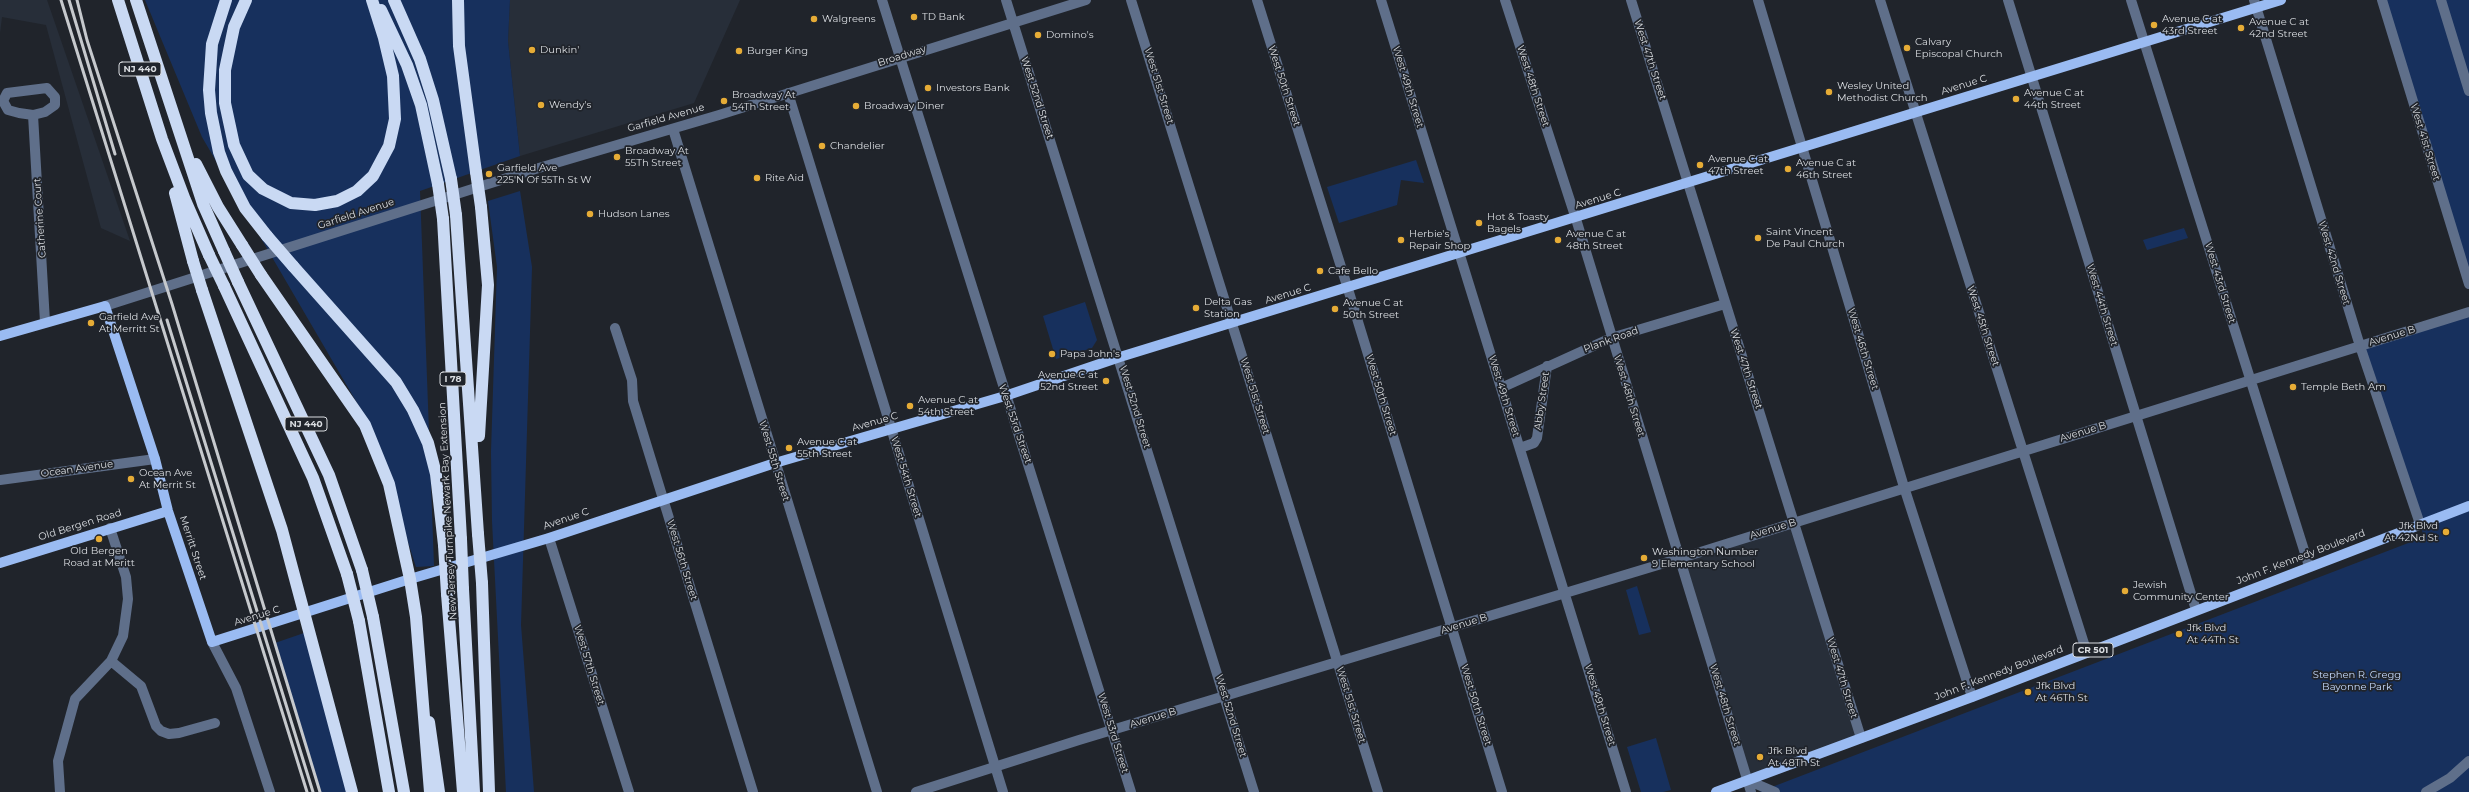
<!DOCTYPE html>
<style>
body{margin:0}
canvas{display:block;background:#20242b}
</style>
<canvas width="2469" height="792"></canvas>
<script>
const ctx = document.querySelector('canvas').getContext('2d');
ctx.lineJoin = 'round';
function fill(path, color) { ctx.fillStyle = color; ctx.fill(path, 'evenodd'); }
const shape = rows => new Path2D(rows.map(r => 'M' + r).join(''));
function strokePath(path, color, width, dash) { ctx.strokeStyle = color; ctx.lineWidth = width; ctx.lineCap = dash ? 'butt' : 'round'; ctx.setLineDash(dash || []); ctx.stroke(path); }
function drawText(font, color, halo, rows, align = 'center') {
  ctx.font = font + ' Montserrat,sans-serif'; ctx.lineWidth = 3.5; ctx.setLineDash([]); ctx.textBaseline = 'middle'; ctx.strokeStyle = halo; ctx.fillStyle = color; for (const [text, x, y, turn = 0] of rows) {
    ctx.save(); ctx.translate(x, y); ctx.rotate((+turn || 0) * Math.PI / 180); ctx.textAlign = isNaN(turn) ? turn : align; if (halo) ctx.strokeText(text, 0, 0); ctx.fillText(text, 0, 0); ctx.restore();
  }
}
const built = shape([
 [0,0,47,0,130,241,101,228,46,25,2,17,0,33],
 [510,0,740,0,694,103,520,156,508,41],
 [1794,522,1861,738,1747,780,1679,558]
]);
const green = shape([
 [145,0,510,0,508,41,520,156,420,191,434,566,416,567,371,427,202,137],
 [2381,0,2469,0,2469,285],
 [1416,160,1424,183,1401,180,1397,205,1339,223,1327,187],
 [520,191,532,267,521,625,534,792,506,792,492,521,491,452,497,267,488,201],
 [2184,228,2188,238,2147,250,2143,240],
 [1085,302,1097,340,1092,348,1056,359,1043,316],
 [2469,312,2469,792,1759,792,2424,537,2364,345],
 [1637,586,1651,632,1639,635,1626,590],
 [304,633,348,792,321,792,275,643],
 [1656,738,1671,790,1663,792,1641,792,1627,747]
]);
const minor = shape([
 [882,0,1131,792],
 [1006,0,1254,792],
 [1131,0,1378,792],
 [1257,0,1348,289,1502,792],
 [1381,0,1626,792],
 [1505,0,1576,219,1751,792],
 [1631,0,1861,738],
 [1758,0,1904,487,1972,697],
 [1880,0,2087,653],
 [2008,0,2196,610],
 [2131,0,2309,566],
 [2254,0,2360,346,2420,524],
 [2382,0,2469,284],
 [2441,0,2469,91],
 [47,88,55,97,55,105,45,112,33,115,19,113,8,110,3,101,7,93,47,88],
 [788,93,1003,792],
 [33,115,45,322],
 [673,129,877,792],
 [105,306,532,170,719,115,1086,0],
 [615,328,632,380,633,401,753,792],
 [1501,388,1611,338,1725,304],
 [1520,448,1534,443,1537,438,1547,366],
 [0,480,155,459],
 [549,538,629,792],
 [212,642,236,688,270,792],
 [111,661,141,686,156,726,161,731,169,734,179,733,215,723],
 [1747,780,1775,792],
 [60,792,58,761,75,699,111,661,123,636,128,599,126,577,110,528],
 [916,792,1079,740,1691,555,2469,312],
 [2426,792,2450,778,2469,761]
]);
const major = shape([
 [0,336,105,306,155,459,168,511,212,642,410,579,549,538,775,463,1005,396,1120,357,2281,0],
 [0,563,168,511],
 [1716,792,1972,697,2469,506]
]);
const highway = shape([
 [118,0,162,139,185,200,209,255],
 [136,0,203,204,224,251],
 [226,0,212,44,209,90,211,113,219,152,226,171,245,208,267,236],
 [246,0,234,27,225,70,225,103,234,145,248,175,263,189,291,203,315,205,337,201,357,191,373,176,389,146,395,119,393,76,384,38,372,0],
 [394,0,420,59,433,100,451,179],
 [458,0,459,46,476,172],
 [381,10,407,65,421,105,438,184],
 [196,164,218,207,242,245],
 [175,193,193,261],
 [456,215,478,534],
 [443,219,461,539],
 [293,266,396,382,413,410,428,443,436,474,444,545],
 [261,275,365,425,389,484,410,579,416,617,430,792],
 [238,282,329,475,362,570],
 [224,286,313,478,347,574],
 [202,290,282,530,352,792],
 [479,436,488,285,481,207],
 [482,583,489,792],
 [463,589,474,792],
 [447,594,463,792],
 [373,617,404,792],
 [359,621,389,792],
 [429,722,439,792]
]);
const rail = shape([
 [61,0,307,792],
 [69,0,115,154],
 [77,0,87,40,172,304,320,792],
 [167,320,313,792]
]);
const highwayBridge = shape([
 [476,172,481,207],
 [451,179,456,215],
 [438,184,443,219],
 [267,236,293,266],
 [242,245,261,275],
 [224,251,238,282],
 [209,255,224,286],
 [193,261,202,290],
 [478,534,482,583],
 [461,539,463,589],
 [444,545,447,594],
 [362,570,373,617],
 [347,574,359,621]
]);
const markers = [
 [914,17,4,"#e6ac36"],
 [814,19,4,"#e6ac36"],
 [2154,25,4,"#e6ac36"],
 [2241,28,4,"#e6ac36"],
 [1038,35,4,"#e6ac36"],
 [1907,48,4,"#e6ac36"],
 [532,50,4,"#e6ac36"],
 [739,51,4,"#e6ac36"],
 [928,88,4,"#e6ac36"],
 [1829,92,4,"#e6ac36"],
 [2016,99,4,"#e6ac36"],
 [724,101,4,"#e6ac36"],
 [541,105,4,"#e6ac36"],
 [856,106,4,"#e6ac36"],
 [822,146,4,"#e6ac36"],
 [617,157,4,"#e6ac36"],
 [1700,165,4,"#e6ac36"],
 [1788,169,4,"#e6ac36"],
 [489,174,4,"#e6ac36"],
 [757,178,4,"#e6ac36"],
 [590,214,4,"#e6ac36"],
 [1479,223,4,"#e6ac36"],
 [1758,238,4,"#e6ac36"],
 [1401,240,4,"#e6ac36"],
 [1558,240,4,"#e6ac36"],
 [1320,271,4,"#e6ac36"],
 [1196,308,4,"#e6ac36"],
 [1335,309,4,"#e6ac36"],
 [91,323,4,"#e6ac36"],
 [1052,354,4,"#e6ac36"],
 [1106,381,4,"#e6ac36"],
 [2293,387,4,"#e6ac36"],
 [910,406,4,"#e6ac36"],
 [789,448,4,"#e6ac36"],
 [131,479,4,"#e6ac36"],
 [2446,532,4,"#e6ac36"],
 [99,539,4,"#e6ac36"],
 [1644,558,4,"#e6ac36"],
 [2125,591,4,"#e6ac36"],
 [2179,634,4,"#e6ac36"],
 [2028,692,4,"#e6ac36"],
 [1760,757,4,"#e6ac36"]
];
const shields = [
 [140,69,42],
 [453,379,26],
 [306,424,42],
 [2093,650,40]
];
const shieldNames = [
 ["NJ 440",140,69],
 ["I 78",453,379],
 ["NJ 440",306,424],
 ["CR 501",2093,650]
];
const poiNames = [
 ["TD Bank",922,17],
 ["Walgreens",822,19],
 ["Avenue C at",2162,19],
 ["43rd Street",2162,31],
 ["Avenue C at",2249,22],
 ["42nd Street",2249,34],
 ["Domino's",1046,35],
 ["Calvary",1915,42],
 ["Episcopal Church",1915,54],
 ["Dunkin'",540,50],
 ["Burger King",747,51],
 ["Wesley United",1837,86],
 ["Methodist Church",1837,98],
 ["Investors Bank",936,88],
 ["Avenue C at",2024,93],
 ["44th Street",2024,105],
 ["Broadway At",732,95],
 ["54Th Street",732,107],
 ["Wendy's",549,105],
 ["Broadway Diner",864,106],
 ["Chandelier",830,146],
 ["Broadway At",625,151],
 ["55Th Street",625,163],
 ["Avenue C at",1708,159],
 ["47th Street",1708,171],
 ["Avenue C at",1796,163],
 ["46th Street",1796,175],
 ["Garfield Ave",497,168],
 ["225'N Of 55Th St W",497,180],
 ["Rite Aid",765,178],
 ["Hudson Lanes",598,214],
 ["Hot & Toasty",1487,217],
 ["Bagels",1487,229],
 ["Saint Vincent",1766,232],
 ["De Paul Church",1766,244],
 ["Herbie's",1409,234],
 ["Repair Shop",1409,246],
 ["Avenue C at",1566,234],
 ["48th Street",1566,246],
 ["Cafe Bello",1328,271],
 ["Delta Gas",1204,302],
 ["Station",1204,314],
 ["Avenue C at",1343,303],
 ["50th Street",1343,315],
 ["Garfield Ave",99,317],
 ["At Merritt St",99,329],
 ["Papa John's",1060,354],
 ["Avenue C at",1098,375,"right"],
 ["52nd Street",1098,387,"right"],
 ["Temple Beth Am",2301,387],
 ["Avenue C at",918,400],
 ["54th Street",918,412],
 ["Avenue C at",797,442],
 ["55th Street",797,454],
 ["Ocean Ave",139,473],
 ["At Merrit St",139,485],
 ["Jfk Blvd",2438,526,"right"],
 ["At 42Nd St",2438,538,"right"],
 ["Old Bergen",99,551,"center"],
 ["Road at Meritt",99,563,"center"],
 ["Washington Number",1652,552],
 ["9 Elementary School",1652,564],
 ["Jewish",2133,585],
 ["Community Center",2133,597],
 ["Jfk Blvd",2187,628],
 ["At 44Th St",2187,640],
 ["Jfk Blvd",2036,686],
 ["At 46Th St",2036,698],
 ["Jfk Blvd",1768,751],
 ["At 48Th St",1768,763]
];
const streetNames = [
 ["Broadway",902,56,-17],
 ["West 47th Street",1650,60,72],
 ["Avenue C",1964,85,-17],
 ["West 51st Street",1159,86,73],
 ["West 50th Street",1284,86,72],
 ["West 48th Street",1533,86,72],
 ["West 49th Street",1408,87,73],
 ["West 52nd Street",1037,98,72],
 ["Garfield Avenue",666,118,-16],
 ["West 41st Street",2425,142,73],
 ["Avenue C",1598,199,-17],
 ["Garfield Avenue",356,214,-18],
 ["Catherine Court",40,218,-94],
 ["West 42nd Street",2334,263,73],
 ["West 43rd Street",2220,283,73],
 ["Avenue C",1288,294,-17],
 ["West 44th Street",2102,305,73],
 ["West 45th Street",1983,326,72],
 ["Avenue B",2392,336,-17],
 ["Plank Road",1611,340,-20],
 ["West 46th Street",1863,349,73],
 ["West 47th Street",1746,369,72],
 ["West 50th Street",1381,395,73],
 ["West 51st Street",1255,396,73],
 ["West 49th Street",1504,396,73],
 ["West 48th Street",1629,396,73],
 ["Abby Street",1542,401,-82],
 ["West 52nd Street",1135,407,73],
 ["Avenue C",875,422,-16],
 ["West 53rd Street",1015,424,71],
 ["Avenue B",2083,432,-17],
 ["West 55th Street",774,461,73],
 ["Ocean Avenue",77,469,-8],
 ["West 54th Street",906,477,73],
 ["New Jersey Turnpike Newark Bay Extension",448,511,-93],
 ["Avenue C",566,519,-19],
 ["Old Bergen Road",80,525,-17],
 ["Avenue B",1773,529,-17],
 ["Merritt Street",193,548,72],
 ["John F. Kennedy Boulevard",2301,557,-21],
 ["West 56th Street",682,560,73],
 ["Avenue C",257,616,-17],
 ["Avenue B",1464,624,-17],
 ["West 57th Street",589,665,73],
 ["John F. Kennedy Boulevard",1999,673,-21],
 ["West 47th Street",1842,678,73],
 ["West 51st Street",1351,705,73],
 ["West 50th Street",1476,705,73],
 ["West 49th Street",1600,705,73],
 ["West 48th Street",1725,705,73],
 ["West 52nd Street",1231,716,73],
 ["Avenue B",1153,718,-17],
 ["West 53rd Street",1113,733,73]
];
const parkNames = [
 ["Stephen R. Gregg",2357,675],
 ["Bayonne Park",2357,687]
];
fill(built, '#272e39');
fill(green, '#17305d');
strokePath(minor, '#5f6f8a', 10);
strokePath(major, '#9abbf2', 10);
strokePath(highway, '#c9d9f3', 12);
strokePath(rail, '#c6c9cd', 3);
strokePath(highwayBridge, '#c9d9f3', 12);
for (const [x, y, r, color] of markers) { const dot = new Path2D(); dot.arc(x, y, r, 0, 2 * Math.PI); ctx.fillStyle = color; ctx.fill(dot); strokePath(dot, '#20242b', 1.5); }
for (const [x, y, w] of shields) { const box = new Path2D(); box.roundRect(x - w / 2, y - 7, w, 14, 3); ctx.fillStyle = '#20242b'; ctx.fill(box); strokePath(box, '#d9dce0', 1); }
drawText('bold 9px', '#d9dce0', null, shieldNames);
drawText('10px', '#d9dce0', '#20242b', poiNames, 'left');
drawText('10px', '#d9dce0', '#20242b', streetNames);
drawText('10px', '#c5d9fc', '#20242b', parkNames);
</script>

☆ ☆ ☆ ☆ ☆

> **WHAT THE TASK REQUIRES**: Set down exactly the lines of the listing above, from the line holding "for (const [x, y, w]" through its last line, with nothing added.

> **RESPONSE TO THE EXERCISE**:
for (const [x, y, w] of shields) { const box = new Path2D(); box.roundRect(x - w / 2, y - 7, w, 14, 3); ctx.fillStyle = '#20242b'; ctx.fill(box); strokePath(box, '#d9dce0', 1); }
drawText('bold 9px', '#d9dce0', null, shieldNames);
drawText('10px', '#d9dce0', '#20242b', poiNames, 'left');
drawText('10px', '#d9dce0', '#20242b', streetNames);
drawText('10px', '#c5d9fc', '#20242b', parkNames);
</script>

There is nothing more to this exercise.